Data in images: what tools for data visualization?

Producing aesthetic or interactive graphs

Contents

Don’t we say “a picture is worth a thousand words”? We could also say that Chemistry and Physics, are visual sciences (1). A sketch of a reaction scheme in a laboratory notebook, traction curves in an article or absorption spectra, are data visualization techniques.

Data formatting leads to efficiently communicating a result, but researchers and their students rarely receive training in data visualization.
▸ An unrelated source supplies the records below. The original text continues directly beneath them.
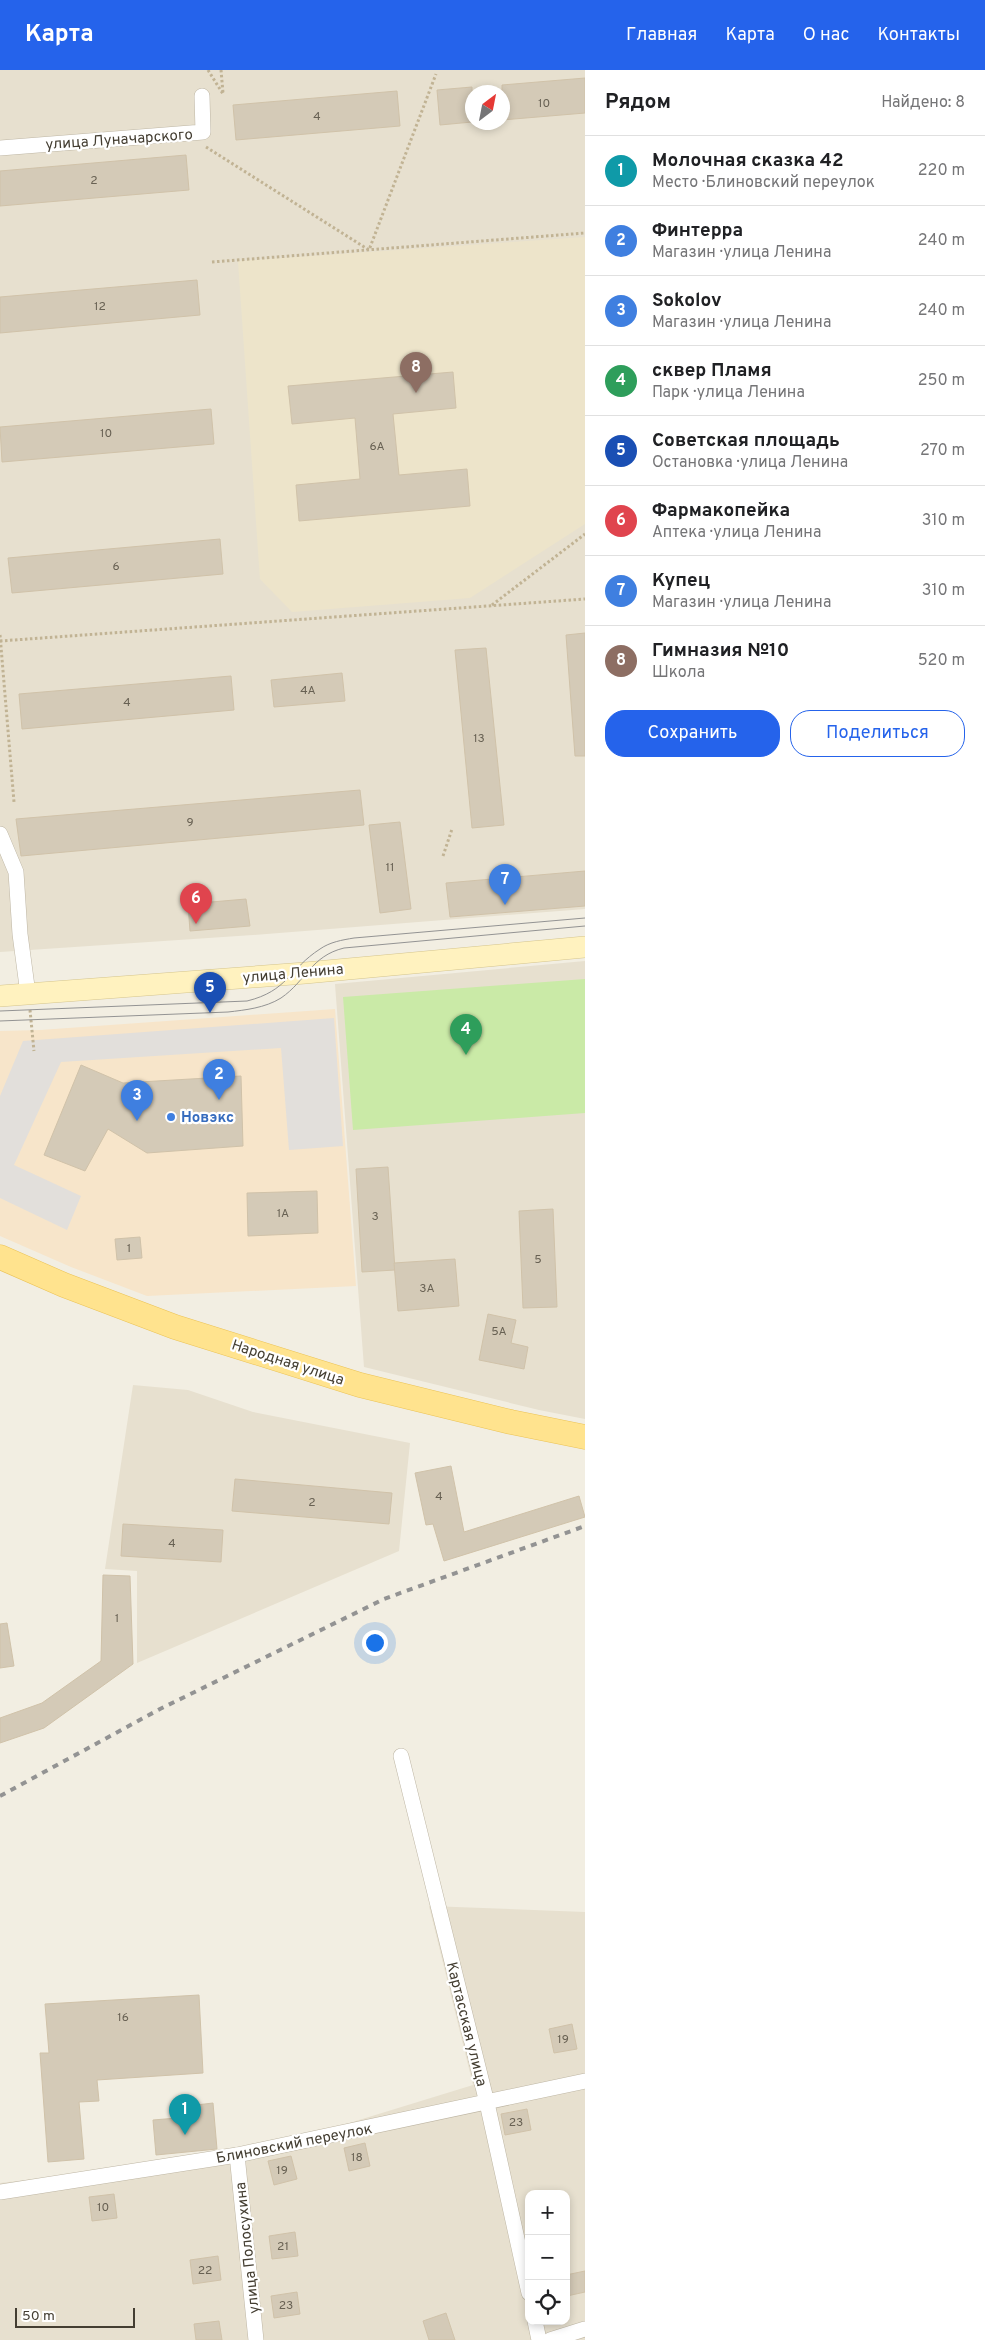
<!DOCTYPE html>
<html lang="ru">
<meta charset="utf-8">
<style>
:root{--surface:#fff;--page:#f6f6f6;--text:#202124;--muted:#757577;--line:#e0e0e0;--accent:#2563eb}
body{margin:0;font-family:Overpass,sans-serif;background:var(--page);color:var(--text)}
.controls{position:absolute;right:15px;bottom:15px;display:grid;overflow:hidden;border-radius:10px;box-shadow:0 2px 8px #0003}
.controls button{width:45px;height:45px;display:grid;place-items:center;padding:0;border:0;border-bottom:1px solid var(--line);background:var(--surface);color:var(--text);font:25px sans-serif}
.compass{position:absolute;left:465px;top:15px;width:45px;height:45px;border-radius:50%;background:var(--surface);box-shadow:0 2px 8px #0003;rotate:32deg}
.scale{position:absolute;left:15px;bottom:12px;width:120px;box-sizing:border-box;padding-left:5px;border:2px solid #443e32;border-top:0;font-size:14px;line-height:18px;white-space:nowrap;color:#443e32;-webkit-text-stroke:4px #fff;paint-order:stroke}
.you{position:absolute;left:374px;top:1572px;width:18px;height:18px;margin:-12px;border:4px solid #fff;border-radius:50%;background:#1a73e8;box-shadow:0 0 0 8px #1a73e833}
.badge{display:grid;place-items:center;width:32px;height:32px;border-radius:50%;background:var(--accent);color:#fff;font-size:16px;font-weight:700}
.pin{position:absolute;translate:-50% -41px;filter:drop-shadow(0 1px 2px #0008)}
.pin::after{content:'';position:absolute;top:26px;width:18px;height:15px;background:inherit;clip-path:polygon(0 0,100% 0,50% 100%)}
.list{margin:0;padding:0;list-style:none}
h2{display:flex;justify-content:space-between;align-items:center;height:65px;margin:0;padding:0 20px;font-size:21px}
h2 small{font-size:16px;font-weight:400;color:var(--muted)}
.list li{display:grid;grid-template-columns:32px 1fr auto;gap:15px;align-items:center;box-sizing:border-box;height:70px;padding:0 20px;border-top:1px solid var(--line)}
.list b{display:block;font-size:19px;white-space:nowrap}
.list p{margin:0;font-size:16px;white-space:nowrap;color:var(--muted)}
.list em{font-size:16px;font-style:normal;color:var(--muted)}
.actions{display:flex;gap:10px;padding:15px 20px}
.actions a{flex:1;padding:11px 0;border:1px solid var(--accent);border-radius:20px;text-align:center;font-size:18px;color:var(--accent)}
.actions .main{background:var(--accent);color:#fff}
.icon{flex:none;width:28px;height:28px;fill:none;stroke:currentColor;stroke-width:2;stroke-linecap:round;stroke-linejoin:round}
.map{position:relative;flex:none;width:585px;height:2270px;overflow:hidden}
header{display:flex;align-items:center;gap:30px;box-sizing:border-box;height:70px;padding:0 25px;background:var(--accent);color:#fff}
header strong{font-size:24px}
nav{display:flex;gap:28px;margin-inline-start:auto;font-size:18px}
main{display:flex}
aside{flex:1;background:var(--surface)}
.map>svg:first-child{display:block}
.residential{fill:#e7e0cf;fill-rule:evenodd}
.commercial{fill:#f7e5ca}
.education{fill:#ede4ca}
.green{fill:#caeaa7}
.parking{fill:#e2dfdb}
.building{fill:#d4cab7;stroke:#d0c2a9}
.lines{fill:none;stroke-linecap:round;stroke-linejoin:round}
.street-casing{stroke:#beb6a4;stroke-width:16}
.secondary-casing{stroke:#d5c58e;stroke-width:22}
.primary-casing{stroke:#ebc357;stroke-width:25}
.path{stroke:#c1b394;stroke-width:3;stroke-dasharray:2.5 2.5;stroke-linecap:butt}
.street{stroke:#fff;stroke-width:15}
.secondary{stroke:#fff2bf;stroke-width:21}
.primary{stroke:#ffe38e;stroke-width:24}
.tram{stroke:#939393;stroke-width:1}
.rail{stroke:#939393;stroke-width:4;stroke-dasharray:6 6;stroke-linecap:butt}
.shop-dot{fill:#3f7fe0;stroke:#fff;stroke-width:2}
.labels{text-anchor:middle;stroke-width:4.5;stroke-linejoin:round;paint-order:stroke}
.number-label{font-size:12px;fill:#686153}
.street-label{font-size:15px;fill:#443e32;stroke:#fff}
.shop-label{font-size:15px;font-weight:bold;fill:#366cbe;stroke:#fff;text-anchor:start}
</style>
<header>
<strong>Карта</strong>
<nav><a>Главная</a><a>Карта</a><a>О нас</a><a>Контакты</a></nav>
</header>
<main>
<div class="map">
<svg width="585" height="2270" viewBox="0 0 585 2270">
<rect width="100%" height="100%" fill="#f2eee2"/>
<g class="residential">
<path d="M0,0H585V839L253,865L0,882ZM472,22H502V52H472Z"/>
<path d="M585,891V1349L539,1340L364,1297L335,914Z"/>
<path d="M133,1315L188,1320L253,1342L410,1373L399,1481L137,1593V1501L105,1499Z"/>
<path d="M429,1836L585,1842V2270H0V2113L248,2084L473,2015ZM529,2124H566V2251H529Z"/>
</g>
<path class="commercial" d="M335,939L356,1216L147,1226L71,1197L0,1166V961L40,960Z"/>
<path class="education" d="M585,167V454L470,528L292,542L260,509L238,191Z"/>
<path class="green" d="M585,909V1043L353,1060L343,927Z"/>
<path class="parking" d="M334,948L343,1076L289,1080L281,978L61,992L14,1095L81,1126L67,1160L0,1128V1026L23,971Z"/>
<g class="building">
<path d="M585,8V43L502,50V15Z"/>
<path d="M472,17V52L440,55L437,20Z"/>
<path d="M397,21L400,56L236,70L233,35Z"/>
<path d="M186,85L189,120L0,136V101Z"/>
<path d="M197,210L200,245L0,263V227Z"/>
<path d="M453,302L456,338L393,344L399,405L467,399L470,436L299,451L296,415L360,409L355,348L292,354L288,316Z"/>
<path d="M211,339L214,374L2,392L0,357Z"/>
<path d="M220,469L223,504L12,523L8,488Z"/>
<path d="M585,563V686H575L566,565Z"/>
<path d="M486,578L504,755L472,758L455,580Z"/>
<path d="M342,603L345,631L274,637L271,610Z"/>
<path d="M231,606L234,640L22,659L19,624Z"/>
<path d="M360,720L364,755L21,786L16,749Z"/>
<path d="M400,752L411,839L380,843L369,755Z"/>
<path d="M585,801V836L450,847L446,813Z"/>
<path d="M246,829L250,856L190,861L188,834Z"/>
<path d="M81,995L123,1013L241,1006L243,1076L147,1083L108,1059L85,1101L44,1085Z"/>
<path d="M388,1097L395,1200L362,1202L356,1099Z"/>
<path d="M317,1121L318,1163L248,1166L247,1123Z"/>
<path d="M553,1139L557,1237L523,1238L519,1141Z"/>
<path d="M140,1167L142,1188L117,1190L115,1169Z"/>
<path d="M455,1189L459,1236L398,1241L394,1193Z"/>
<path d="M488,1244L516,1250L511,1273L528,1277L524,1299L479,1290Z"/>
<path d="M451,1396L464,1462L579,1426L585,1447L444,1491L433,1454L426,1455L415,1403Z"/>
<path d="M235,1409L392,1423L389,1454L232,1441Z"/>
<path d="M123,1454L223,1460L221,1492L121,1486Z"/>
<path d="M103,1505L130,1506L133,1594L44,1658L0,1673V1648L42,1633L101,1591Z"/>
<path d="M7,1553L14,1596L0,1598V1554Z"/>
<path d="M199,1925L203,2003L97,2010L99,2031L79,2032L84,2089L48,2092L40,1983H49L45,1934Z"/>
<path d="M572,1954L577,1979L554,1983L549,1959Z"/>
<path d="M213,2033L217,2079L156,2085L153,2050L189,2047L188,2036Z"/>
<path d="M527,2039L531,2060L505,2065L501,2044Z"/>
<path d="M365,2073L370,2096L349,2101L344,2078Z"/>
<path d="M291,2086L297,2109L274,2115L268,2091Z"/>
<path d="M114,2124L117,2148L92,2151L89,2127Z"/>
<path d="M295,2162L298,2186L272,2189L269,2166Z"/>
<path d="M218,2186L221,2210L193,2214L190,2190Z"/>
<path d="M585,2201V2222L567,2226L566,2205Z"/>
<path d="M297,2222L300,2244L274,2248L271,2226Z"/>
<path d="M446,2243L455,2270H429L423,2251Z"/>
<path d="M219,2251L222,2270H196L194,2254Z"/>
</g>
<g class="lines">
<defs>
<g id="street">
<path d="M0,78L203,62L202,26"/>
<path d="M0,764L16,802L20,864L28,924"/>
<path d="M401,1686L487,2033L529,2223"/>
<path d="M237,2085L256,2270"/>
<path d="M0,2122L237,2085L585,2011"/>
<path d="M535,2251L539,2270"/>
<path d="M550,2270L585,2259"/>
</g>
<path id="secondary" d="M0,926L305,903L585,877"/>
<path id="primary" d="M0,1187L64,1215L175,1257L360,1315L511,1352L585,1367"/>
</defs>
<use href="#street" class="street-casing"/>
<use href="#secondary" class="secondary-casing"/>
<use href="#primary" class="primary-casing"/>
<g class="path">
<path d="M208,0L223,24"/>
<path d="M221,0L223,23"/>
<path d="M206,77L369,180L436,4"/>
<path d="M212,192L585,163"/>
<path d="M492,535L585,464"/>
<path d="M0,565L14,732"/>
<path d="M0,571L585,529"/>
<path d="M443,786L452,759"/>
<path d="M30,940L34,981"/>
</g>
<use href="#street" class="street"/>
<use href="#secondary" class="secondary"/>
<use href="#primary" class="primary"/>
<g class="tram">
<path d="M0,941L247,931C288,921 289,899 320,879C330,872 342,870 354,868L585,848"/>
<path d="M0,951L228,942C245,940 265,938 281,928C306,911 311,886 344,878L585,856"/>
</g>
<path class="rail" d="M0,1726L160,1639L384,1529L585,1456"/>
</g>
<circle class="shop-dot" cx="171" cy="1047" r="5"/>
<g class="labels">
<g class="number-label">
<text x="544" y="37">10</text>
<text x="317" y="50">4</text>
<text x="94" y="114">2</text>
<text x="100" y="240">12</text>
<text x="106" y="367">10</text>
<text x="377" y="380">6А</text>
<text x="116" y="500">6</text>
<text x="308" y="624">4А</text>
<text x="127" y="636">4</text>
<text x="479" y="672">13</text>
<text x="190" y="756">9</text>
<text x="390" y="801">11</text>
<text x="283" y="1147">1А</text>
<text x="375" y="1150">3</text>
<text x="129" y="1182">1</text>
<text x="538" y="1193">5</text>
<text x="427" y="1222">3А</text>
<text x="499" y="1265">5А</text>
<text x="439" y="1430">4</text>
<text x="312" y="1436">2</text>
<text x="172" y="1477">4</text>
<text x="117" y="1552">1</text>
<text x="123" y="1951">16</text>
<text x="563" y="1973">19</text>
<text x="516" y="2056">23</text>
<text x="357" y="2091">18</text>
<text x="282" y="2104">19</text>
<text x="103" y="2141">10</text>
<text x="283" y="2180">21</text>
<text x="205" y="2204">22</text>
<text x="286" y="2239">23</text>
</g>
<g class="street-label">
<text transform="translate(119 69) rotate(-4)" y="5">улица Луначарского</text>
<text transform="translate(293 903) rotate(-5)" y="5">улица Ленина</text>
<text transform="translate(288 1292) rotate(18)" y="5">Народная улица</text>
<text transform="translate(467 1954) rotate(76)" y="5">Картасская улица</text>
<text transform="translate(294 2073) rotate(-11)" y="5">Блиновский переулок</text>
<text transform="translate(247 2178) rotate(-96)" y="5">улица Полосухина</text>
</g>
<g class="shop-label">
<text x="181" y="1052">Новэкс</text>
</g>
</g>
</svg>
<div class="controls">
<button>+</button>
<button>−</button>
<button><svg class="icon" aria-label="locate" viewBox="0 0 24 24"><circle cx="12" cy="12" r="6"/><path d="M12 2v4M12 18v4M2 12h4M18 12h4"/></svg></button>
</div>
<svg class="compass" viewBox="-18 -18 36 36"><path d="M0-13l5 13h-10z" fill="#e53935"/><path d="M0 13l5-13h-10z" fill="#757577"/></svg>
<div class="scale">50 m</div>
<div class="you"></div>
<div class="pin badge" style="left:185px;top:2065px;background:#0f9aa8">1</div>
<div class="pin badge" style="left:219px;top:1030px;background:#3f7fe0">2</div>
<div class="pin badge" style="left:137px;top:1051px;background:#3f7fe0">3</div>
<div class="pin badge" style="left:466px;top:985px;background:#2e9e5b">4</div>
<div class="pin badge" style="left:210px;top:943px;background:#1a4fb4">5</div>
<div class="pin badge" style="left:196px;top:854px;background:#e0444e">6</div>
<div class="pin badge" style="left:505px;top:835px;background:#3f7fe0">7</div>
<div class="pin badge" style="left:416px;top:323px;background:#8d6e63">8</div>
</div>
<aside>
<h2>Рядом<small>Найдено: 8</small></h2>
<ul class="list">
<li><span class="badge" style="background:#0f9aa8">1</span><div><b>Молочная сказка 42</b><p>Место · Блиновский переулок</p></div><em>220 m</em></li>
<li><span class="badge" style="background:#3f7fe0">2</span><div><b>Финтерра</b><p>Магазин · улица Ленина</p></div><em>240 m</em></li>
<li><span class="badge" style="background:#3f7fe0">3</span><div><b>Sokolov</b><p>Магазин · улица Ленина</p></div><em>240 m</em></li>
<li><span class="badge" style="background:#2e9e5b">4</span><div><b>сквер Пламя</b><p>Парк · улица Ленина</p></div><em>250 m</em></li>
<li><span class="badge" style="background:#1a4fb4">5</span><div><b>Советская площадь</b><p>Остановка · улица Ленина</p></div><em>270 m</em></li>
<li><span class="badge" style="background:#e0444e">6</span><div><b>Фармакопейка</b><p>Аптека · улица Ленина</p></div><em>310 m</em></li>
<li><span class="badge" style="background:#3f7fe0">7</span><div><b>Купец</b><p>Магазин · улица Ленина</p></div><em>310 m</em></li>
<li><span class="badge" style="background:#8d6e63">8</span><div><b>Гимназия №10</b><p>Школа</p></div><em>520 m</em></li>
</ul>
<div class="actions"><a class="main">Сохранить</a><a>Поделиться</a></div>
</aside>
</main>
These following tools will help you embellish your articles and presentations.

Python

Python contains many packages for producing aesthetic, interactive graphs. Some are generic, which means they can produce a large number of different graphs for use in several contexts, while others were specifically developed for one discipline.

Focus on Matplotlib

Matplotlib is one of the best-known Python libraries for creating graphs. It gives control over every graphical parameter (lines, axes, colours, fonts, etc.) for an optimal result. Developed in 2003, Matplotlib is sometimes put aside for the benefit of plotly, a more recent tool coming from the JavaScript library with the same name: plotly.js. It is based on the famous JavaScript d3.js library, shown here. The plotly tool uses light syntax for producing good graphs with only a few code lines, easy to include in a Jupyter notebook (also read the article here) via widgets. The library can be used to create many rather exclusive 3D graphs.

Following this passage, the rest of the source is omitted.